§ **What the exercise asks**:
When a line of the entries below contains "controls", it counts once; state how many such lines there are and nothing else.

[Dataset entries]
──────

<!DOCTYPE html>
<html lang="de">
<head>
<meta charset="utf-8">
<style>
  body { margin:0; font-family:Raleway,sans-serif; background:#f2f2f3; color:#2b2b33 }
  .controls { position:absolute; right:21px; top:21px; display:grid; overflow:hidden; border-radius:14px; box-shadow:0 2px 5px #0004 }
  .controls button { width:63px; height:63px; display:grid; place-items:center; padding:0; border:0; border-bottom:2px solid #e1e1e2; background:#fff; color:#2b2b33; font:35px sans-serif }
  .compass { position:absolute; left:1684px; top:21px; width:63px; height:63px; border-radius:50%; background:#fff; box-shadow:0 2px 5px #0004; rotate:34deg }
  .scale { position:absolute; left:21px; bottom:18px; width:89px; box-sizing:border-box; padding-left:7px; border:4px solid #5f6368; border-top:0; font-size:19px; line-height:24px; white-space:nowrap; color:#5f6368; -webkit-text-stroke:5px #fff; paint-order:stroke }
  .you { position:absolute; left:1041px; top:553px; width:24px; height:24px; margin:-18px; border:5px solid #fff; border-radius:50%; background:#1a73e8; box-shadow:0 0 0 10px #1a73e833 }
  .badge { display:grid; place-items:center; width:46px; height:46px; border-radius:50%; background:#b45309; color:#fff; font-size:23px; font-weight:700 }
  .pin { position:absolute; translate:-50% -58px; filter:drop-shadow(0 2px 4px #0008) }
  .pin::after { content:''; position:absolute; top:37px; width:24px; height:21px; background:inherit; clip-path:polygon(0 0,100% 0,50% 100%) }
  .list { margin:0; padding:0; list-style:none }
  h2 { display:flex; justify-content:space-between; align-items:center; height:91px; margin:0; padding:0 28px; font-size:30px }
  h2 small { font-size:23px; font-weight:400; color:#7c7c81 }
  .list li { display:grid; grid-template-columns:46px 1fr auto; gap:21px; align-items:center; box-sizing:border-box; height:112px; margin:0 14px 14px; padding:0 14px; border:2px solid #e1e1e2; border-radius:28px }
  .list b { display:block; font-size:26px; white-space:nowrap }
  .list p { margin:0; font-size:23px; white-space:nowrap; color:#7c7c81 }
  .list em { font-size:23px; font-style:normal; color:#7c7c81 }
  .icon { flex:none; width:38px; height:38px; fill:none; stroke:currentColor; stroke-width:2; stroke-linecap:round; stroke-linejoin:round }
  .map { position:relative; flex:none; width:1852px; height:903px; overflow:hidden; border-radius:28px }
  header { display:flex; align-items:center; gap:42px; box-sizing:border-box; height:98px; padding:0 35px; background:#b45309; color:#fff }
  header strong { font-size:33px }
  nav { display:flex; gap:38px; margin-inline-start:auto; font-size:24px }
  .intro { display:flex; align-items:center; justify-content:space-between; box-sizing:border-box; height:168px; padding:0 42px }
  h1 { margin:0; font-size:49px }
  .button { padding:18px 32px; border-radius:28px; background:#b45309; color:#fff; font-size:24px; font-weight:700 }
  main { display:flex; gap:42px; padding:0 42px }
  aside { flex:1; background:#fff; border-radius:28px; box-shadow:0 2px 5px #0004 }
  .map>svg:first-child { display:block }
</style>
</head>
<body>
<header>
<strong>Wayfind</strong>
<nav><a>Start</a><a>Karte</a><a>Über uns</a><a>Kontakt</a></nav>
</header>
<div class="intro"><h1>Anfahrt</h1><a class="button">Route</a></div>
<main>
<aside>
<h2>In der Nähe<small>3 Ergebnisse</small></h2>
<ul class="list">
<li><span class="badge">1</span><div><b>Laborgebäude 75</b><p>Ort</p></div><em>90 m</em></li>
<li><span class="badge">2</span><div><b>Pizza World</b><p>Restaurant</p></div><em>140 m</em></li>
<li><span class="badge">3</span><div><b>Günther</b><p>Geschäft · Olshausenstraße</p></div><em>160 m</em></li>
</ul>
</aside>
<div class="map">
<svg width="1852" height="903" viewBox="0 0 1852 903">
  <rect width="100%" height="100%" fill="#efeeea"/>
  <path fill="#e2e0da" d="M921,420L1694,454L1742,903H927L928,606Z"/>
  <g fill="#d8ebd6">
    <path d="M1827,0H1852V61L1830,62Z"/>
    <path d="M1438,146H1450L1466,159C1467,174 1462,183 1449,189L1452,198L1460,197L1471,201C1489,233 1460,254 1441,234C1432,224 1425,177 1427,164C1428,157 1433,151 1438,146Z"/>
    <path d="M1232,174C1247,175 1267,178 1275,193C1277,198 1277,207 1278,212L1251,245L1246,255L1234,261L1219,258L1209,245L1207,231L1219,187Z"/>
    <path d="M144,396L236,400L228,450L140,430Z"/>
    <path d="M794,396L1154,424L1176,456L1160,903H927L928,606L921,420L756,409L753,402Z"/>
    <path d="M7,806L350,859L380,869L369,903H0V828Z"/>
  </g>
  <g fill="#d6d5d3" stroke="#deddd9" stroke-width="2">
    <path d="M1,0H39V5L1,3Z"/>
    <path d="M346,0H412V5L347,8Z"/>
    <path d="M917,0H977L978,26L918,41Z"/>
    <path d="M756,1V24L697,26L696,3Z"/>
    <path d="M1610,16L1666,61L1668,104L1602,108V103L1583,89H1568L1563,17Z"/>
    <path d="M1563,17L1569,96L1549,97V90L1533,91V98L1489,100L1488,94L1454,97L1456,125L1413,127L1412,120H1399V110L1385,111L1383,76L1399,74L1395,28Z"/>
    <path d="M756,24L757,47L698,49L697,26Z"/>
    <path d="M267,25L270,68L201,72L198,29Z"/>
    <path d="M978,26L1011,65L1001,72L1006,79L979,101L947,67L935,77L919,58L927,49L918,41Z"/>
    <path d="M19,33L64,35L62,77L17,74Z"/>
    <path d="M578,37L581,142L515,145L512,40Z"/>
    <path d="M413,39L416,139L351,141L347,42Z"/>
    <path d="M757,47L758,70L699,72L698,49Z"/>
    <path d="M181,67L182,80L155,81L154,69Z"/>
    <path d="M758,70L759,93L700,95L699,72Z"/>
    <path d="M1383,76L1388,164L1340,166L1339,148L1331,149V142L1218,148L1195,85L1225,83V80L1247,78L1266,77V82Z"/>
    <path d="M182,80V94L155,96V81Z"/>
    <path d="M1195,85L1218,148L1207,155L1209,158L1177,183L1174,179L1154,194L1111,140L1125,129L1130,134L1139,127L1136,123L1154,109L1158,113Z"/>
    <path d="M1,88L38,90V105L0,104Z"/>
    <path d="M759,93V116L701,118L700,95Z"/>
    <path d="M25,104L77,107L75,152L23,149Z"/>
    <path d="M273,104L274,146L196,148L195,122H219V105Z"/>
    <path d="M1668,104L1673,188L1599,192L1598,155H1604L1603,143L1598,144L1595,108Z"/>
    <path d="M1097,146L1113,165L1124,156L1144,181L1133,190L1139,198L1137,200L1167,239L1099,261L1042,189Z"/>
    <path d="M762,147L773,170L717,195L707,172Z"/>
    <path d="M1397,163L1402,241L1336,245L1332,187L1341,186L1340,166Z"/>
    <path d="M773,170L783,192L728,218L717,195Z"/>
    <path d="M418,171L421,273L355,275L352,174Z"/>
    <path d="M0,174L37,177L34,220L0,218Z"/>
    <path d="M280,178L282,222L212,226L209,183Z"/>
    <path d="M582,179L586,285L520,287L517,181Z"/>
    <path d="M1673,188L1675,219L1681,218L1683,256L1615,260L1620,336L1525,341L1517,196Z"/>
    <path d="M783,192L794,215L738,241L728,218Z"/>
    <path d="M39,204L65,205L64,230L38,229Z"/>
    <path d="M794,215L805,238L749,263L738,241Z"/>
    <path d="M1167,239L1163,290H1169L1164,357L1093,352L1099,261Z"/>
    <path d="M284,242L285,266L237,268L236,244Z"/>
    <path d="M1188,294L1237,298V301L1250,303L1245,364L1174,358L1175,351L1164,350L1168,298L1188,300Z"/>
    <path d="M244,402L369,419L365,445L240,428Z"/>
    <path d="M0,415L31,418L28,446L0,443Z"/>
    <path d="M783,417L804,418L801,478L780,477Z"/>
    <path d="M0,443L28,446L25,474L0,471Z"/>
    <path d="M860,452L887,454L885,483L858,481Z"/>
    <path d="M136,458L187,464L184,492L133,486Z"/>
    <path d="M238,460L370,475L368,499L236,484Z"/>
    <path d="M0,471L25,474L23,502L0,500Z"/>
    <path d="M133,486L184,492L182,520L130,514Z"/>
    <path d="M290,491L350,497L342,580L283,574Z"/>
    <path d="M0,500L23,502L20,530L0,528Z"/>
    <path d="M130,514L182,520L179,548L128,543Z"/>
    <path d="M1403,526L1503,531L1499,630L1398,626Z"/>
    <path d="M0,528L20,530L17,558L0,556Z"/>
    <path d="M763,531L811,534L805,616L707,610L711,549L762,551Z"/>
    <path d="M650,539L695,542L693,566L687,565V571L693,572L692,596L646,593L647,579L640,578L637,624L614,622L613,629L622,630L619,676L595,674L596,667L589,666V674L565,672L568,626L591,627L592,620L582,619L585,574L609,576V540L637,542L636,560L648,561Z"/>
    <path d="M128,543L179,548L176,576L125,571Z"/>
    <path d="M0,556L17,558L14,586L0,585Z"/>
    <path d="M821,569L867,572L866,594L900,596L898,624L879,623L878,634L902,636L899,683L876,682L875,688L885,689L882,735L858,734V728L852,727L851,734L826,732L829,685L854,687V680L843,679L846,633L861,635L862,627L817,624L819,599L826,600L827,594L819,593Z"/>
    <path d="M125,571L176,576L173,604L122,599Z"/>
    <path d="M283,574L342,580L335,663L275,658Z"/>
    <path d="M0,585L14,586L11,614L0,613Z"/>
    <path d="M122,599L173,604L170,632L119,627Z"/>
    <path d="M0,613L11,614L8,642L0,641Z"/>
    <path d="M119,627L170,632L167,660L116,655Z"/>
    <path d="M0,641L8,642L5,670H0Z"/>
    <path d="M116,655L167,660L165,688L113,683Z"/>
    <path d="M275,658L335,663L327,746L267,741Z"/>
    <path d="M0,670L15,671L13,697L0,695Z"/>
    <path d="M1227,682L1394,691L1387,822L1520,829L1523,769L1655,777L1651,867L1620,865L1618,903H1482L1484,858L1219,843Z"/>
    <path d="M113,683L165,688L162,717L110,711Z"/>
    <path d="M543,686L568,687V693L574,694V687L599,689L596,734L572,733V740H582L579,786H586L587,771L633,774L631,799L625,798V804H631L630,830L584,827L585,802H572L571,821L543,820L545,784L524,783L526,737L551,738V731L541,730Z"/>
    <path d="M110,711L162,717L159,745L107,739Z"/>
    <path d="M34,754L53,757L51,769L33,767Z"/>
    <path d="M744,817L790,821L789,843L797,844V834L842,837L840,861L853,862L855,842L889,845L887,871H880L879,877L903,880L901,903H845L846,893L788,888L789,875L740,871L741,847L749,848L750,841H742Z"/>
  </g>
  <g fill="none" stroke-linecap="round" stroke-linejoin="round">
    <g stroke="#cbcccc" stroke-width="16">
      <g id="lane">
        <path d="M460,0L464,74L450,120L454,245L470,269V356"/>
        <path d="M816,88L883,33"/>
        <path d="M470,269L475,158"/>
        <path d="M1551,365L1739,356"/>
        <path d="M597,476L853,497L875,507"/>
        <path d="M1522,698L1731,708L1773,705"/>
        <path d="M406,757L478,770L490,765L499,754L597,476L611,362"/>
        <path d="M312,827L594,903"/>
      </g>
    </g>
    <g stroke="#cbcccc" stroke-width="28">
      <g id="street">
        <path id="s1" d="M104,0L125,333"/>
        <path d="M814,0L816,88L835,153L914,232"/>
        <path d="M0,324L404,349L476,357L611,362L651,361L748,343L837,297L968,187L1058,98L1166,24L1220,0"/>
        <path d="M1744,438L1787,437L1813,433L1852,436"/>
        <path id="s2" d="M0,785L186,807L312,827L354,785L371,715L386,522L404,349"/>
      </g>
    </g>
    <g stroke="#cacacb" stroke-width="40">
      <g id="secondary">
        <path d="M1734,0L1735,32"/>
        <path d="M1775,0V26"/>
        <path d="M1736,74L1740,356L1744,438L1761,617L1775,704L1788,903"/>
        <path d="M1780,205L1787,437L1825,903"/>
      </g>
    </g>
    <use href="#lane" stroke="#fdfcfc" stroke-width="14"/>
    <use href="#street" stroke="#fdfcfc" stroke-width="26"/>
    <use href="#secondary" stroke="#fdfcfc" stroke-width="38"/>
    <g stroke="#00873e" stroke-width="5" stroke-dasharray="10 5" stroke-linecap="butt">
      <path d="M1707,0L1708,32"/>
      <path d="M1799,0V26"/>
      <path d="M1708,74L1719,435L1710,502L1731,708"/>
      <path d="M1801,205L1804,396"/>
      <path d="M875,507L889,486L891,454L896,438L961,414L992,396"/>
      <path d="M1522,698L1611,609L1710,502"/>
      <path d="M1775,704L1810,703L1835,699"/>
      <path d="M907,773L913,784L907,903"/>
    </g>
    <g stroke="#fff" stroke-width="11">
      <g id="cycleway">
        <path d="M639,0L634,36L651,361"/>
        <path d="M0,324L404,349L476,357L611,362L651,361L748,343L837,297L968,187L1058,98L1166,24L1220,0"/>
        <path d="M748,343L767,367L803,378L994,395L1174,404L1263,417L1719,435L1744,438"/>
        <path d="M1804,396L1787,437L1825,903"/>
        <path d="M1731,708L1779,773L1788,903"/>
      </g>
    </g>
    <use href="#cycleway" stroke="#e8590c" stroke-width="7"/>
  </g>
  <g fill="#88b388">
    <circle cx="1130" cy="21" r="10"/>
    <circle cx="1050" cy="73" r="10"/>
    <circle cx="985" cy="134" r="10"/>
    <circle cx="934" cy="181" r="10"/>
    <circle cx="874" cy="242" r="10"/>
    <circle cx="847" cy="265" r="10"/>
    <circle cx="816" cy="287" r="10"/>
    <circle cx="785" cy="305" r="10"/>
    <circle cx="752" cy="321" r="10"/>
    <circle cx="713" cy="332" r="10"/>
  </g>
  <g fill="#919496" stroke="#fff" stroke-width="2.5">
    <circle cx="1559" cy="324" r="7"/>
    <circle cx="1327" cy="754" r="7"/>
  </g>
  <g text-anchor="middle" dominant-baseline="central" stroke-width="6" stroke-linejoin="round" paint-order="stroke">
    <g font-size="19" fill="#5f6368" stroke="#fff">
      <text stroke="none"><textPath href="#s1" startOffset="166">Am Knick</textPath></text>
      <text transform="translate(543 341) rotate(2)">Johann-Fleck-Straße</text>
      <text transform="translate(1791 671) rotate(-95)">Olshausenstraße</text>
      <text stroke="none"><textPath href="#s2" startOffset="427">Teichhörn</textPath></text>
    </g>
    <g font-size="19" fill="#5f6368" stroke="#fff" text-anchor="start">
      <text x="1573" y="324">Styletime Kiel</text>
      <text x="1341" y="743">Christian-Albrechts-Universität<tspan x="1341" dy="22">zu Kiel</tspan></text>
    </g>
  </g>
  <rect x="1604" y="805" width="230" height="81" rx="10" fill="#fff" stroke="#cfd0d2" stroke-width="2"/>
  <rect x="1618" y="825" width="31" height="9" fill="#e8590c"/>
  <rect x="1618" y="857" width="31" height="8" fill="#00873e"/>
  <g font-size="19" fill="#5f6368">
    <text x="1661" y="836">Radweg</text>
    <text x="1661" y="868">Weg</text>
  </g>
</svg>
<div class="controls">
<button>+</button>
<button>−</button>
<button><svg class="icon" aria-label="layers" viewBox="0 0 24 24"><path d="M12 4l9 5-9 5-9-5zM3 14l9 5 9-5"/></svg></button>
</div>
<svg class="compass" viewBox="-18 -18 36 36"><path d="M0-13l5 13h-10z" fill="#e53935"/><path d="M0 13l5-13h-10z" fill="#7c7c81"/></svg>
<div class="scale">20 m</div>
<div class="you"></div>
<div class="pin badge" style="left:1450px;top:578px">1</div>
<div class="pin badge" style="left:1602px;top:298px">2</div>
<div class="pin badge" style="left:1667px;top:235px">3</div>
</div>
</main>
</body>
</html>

──────

§ **The answer**:
3